REQUIRED WORK:
What lines in the records below contain the string "JSON"? Copy every one.

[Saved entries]
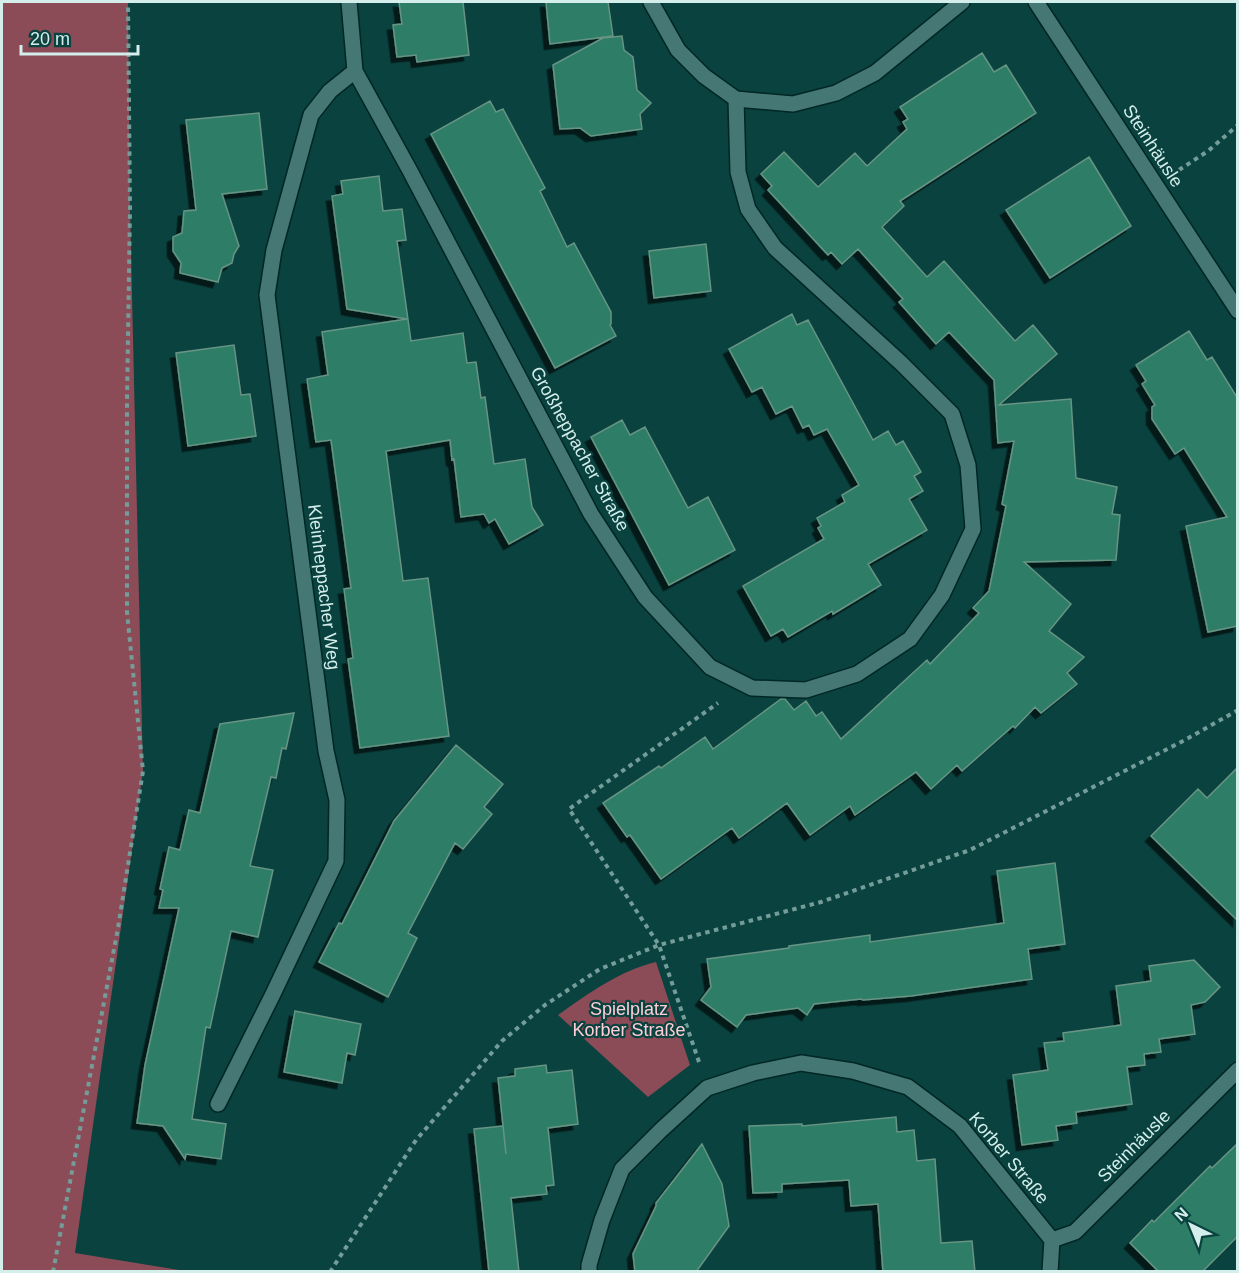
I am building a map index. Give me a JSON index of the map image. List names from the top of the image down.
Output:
{
  "streets": {
    "street": [
      "Steinhäusle",
      "Großheppacher Straße",
      "Kleinheppacher Weg",
      "Korber Straße"
    ]
  },
  "crossings": [
    ["Steinhäusle", "Korber Straße"],
    ["Großheppacher Straße", "Kleinheppacher Weg"]
  ],
  "parks": ["Spielplatz Korber Straße"],
  "scale_bar": "20 m",
  "north": "top left"
}
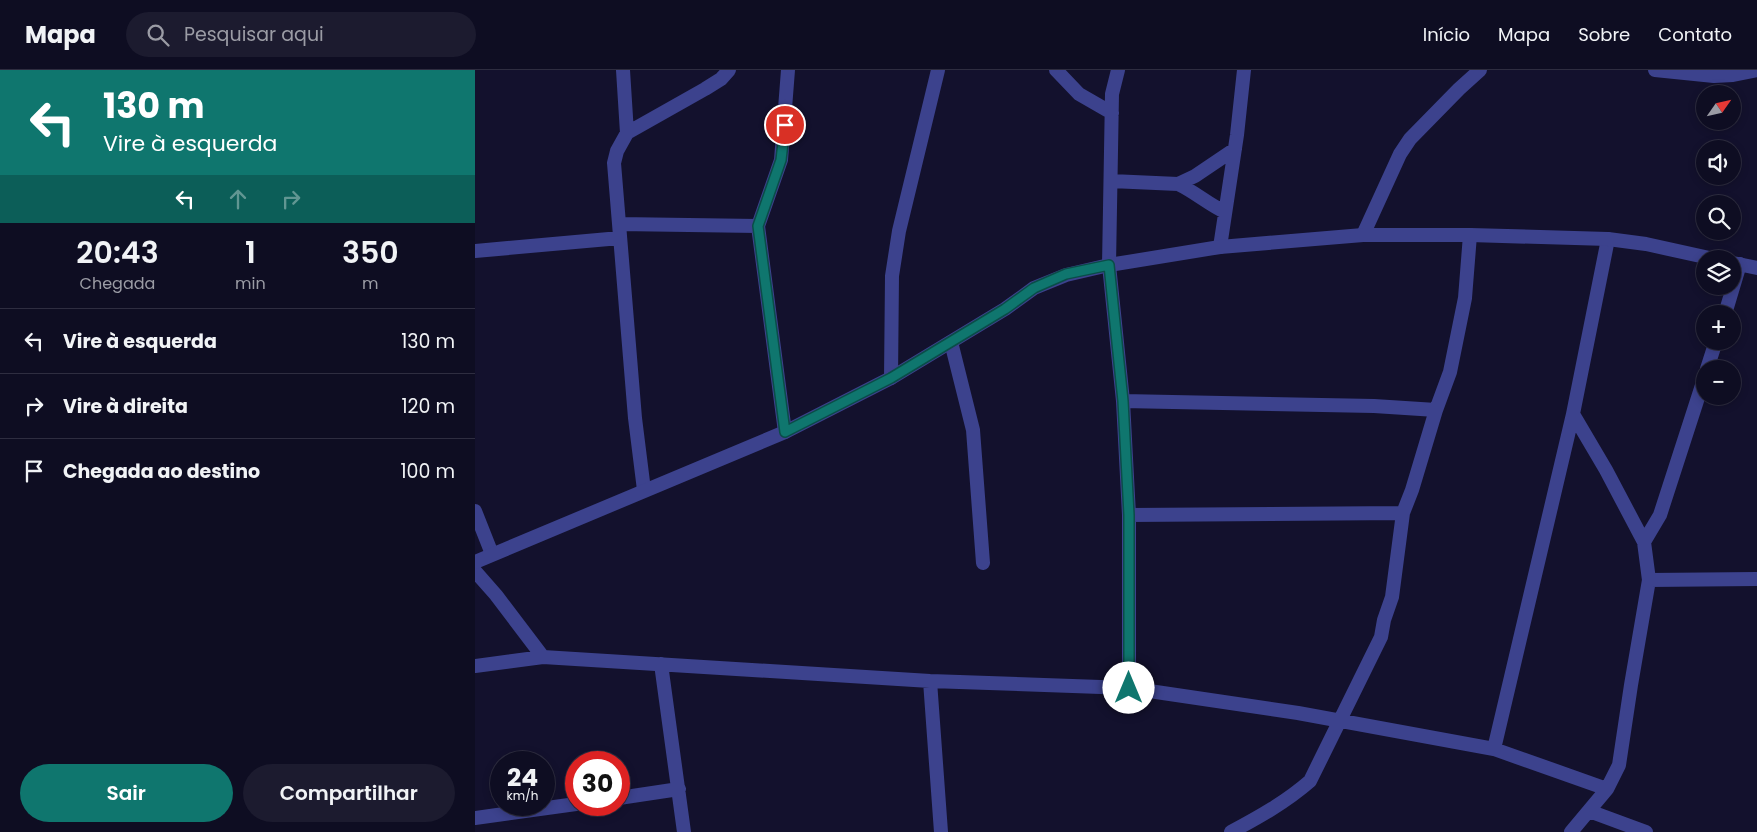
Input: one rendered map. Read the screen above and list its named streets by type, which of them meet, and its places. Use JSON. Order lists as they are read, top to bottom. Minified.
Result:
{"north":"top right","page":{"header":"Mapa","search":"Pesquisar aqui","nav":["Início","Mapa","Sobre","Contato"],"turn":["130 m","Vire à esquerda"],"map_buttons":["+","−"],"eta":["20:43","Chegada","1","min","350","m"],"list":[{"name":"Vire à esquerda","value":"130 m"},{"name":"Vire à direita","value":"120 m"},{"name":"Chegada ao destino","value":"100 m"}],"speed":"24 km/h","limit":"30","buttons":["Sair","Compartilhar"]}}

TASK RESULT:
I am building a map index. Give me a JSON index of the map image. List names from the top of the image down.
Input: one rendered map. Read the screen above and list its named streets by type, which of them meet, and its places. Use JSON. Order lists as they are read, top to bottom. Minified.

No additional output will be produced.